- [HOW TO COMPLETE THIS TASK]: Every record below is to be restated verbatim, though its images are not.
:::::
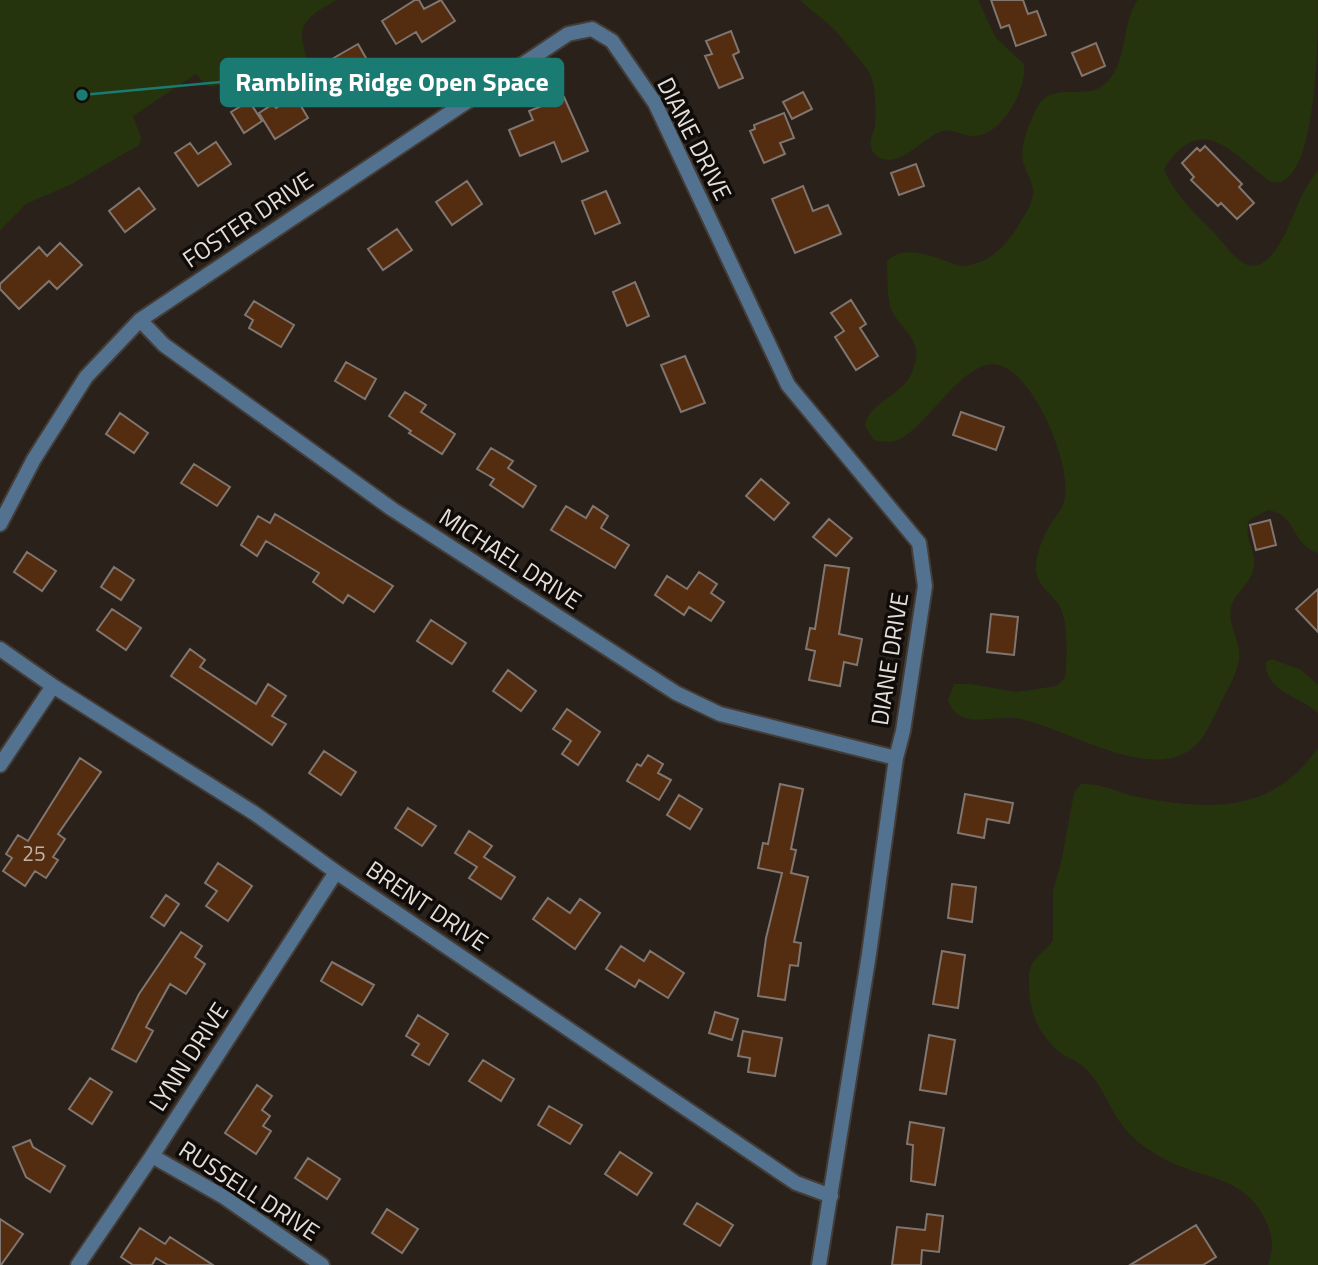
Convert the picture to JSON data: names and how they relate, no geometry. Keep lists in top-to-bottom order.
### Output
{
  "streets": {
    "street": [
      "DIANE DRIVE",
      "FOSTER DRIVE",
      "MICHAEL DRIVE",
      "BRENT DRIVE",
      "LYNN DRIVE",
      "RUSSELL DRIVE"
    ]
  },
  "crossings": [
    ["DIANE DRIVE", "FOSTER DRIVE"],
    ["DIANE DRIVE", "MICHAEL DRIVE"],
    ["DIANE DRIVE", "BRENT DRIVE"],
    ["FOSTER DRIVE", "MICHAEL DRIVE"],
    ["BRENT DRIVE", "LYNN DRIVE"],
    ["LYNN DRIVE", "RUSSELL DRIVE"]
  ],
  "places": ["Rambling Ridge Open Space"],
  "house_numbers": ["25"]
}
:::::
- [REPLY TO THE TASK]:
Convert the picture to JSON data: names and how they relate, no geometry. Keep lists in top-to-bottom order.
### Output
{
  "streets": {
    "street": [
      "DIANE DRIVE",
      "FOSTER DRIVE",
      "MICHAEL DRIVE",
      "BRENT DRIVE",
      "LYNN DRIVE",
      "RUSSELL DRIVE"
    ]
  },
  "crossings": [
    ["DIANE DRIVE", "FOSTER DRIVE"],
    ["DIANE DRIVE", "MICHAEL DRIVE"],
    ["DIANE DRIVE", "BRENT DRIVE"],
    ["FOSTER DRIVE", "MICHAEL DRIVE"],
    ["BRENT DRIVE", "LYNN DRIVE"],
    ["LYNN DRIVE", "RUSSELL DRIVE"]
  ],
  "places": ["Rambling Ridge Open Space"],
  "house_numbers": ["25"]
}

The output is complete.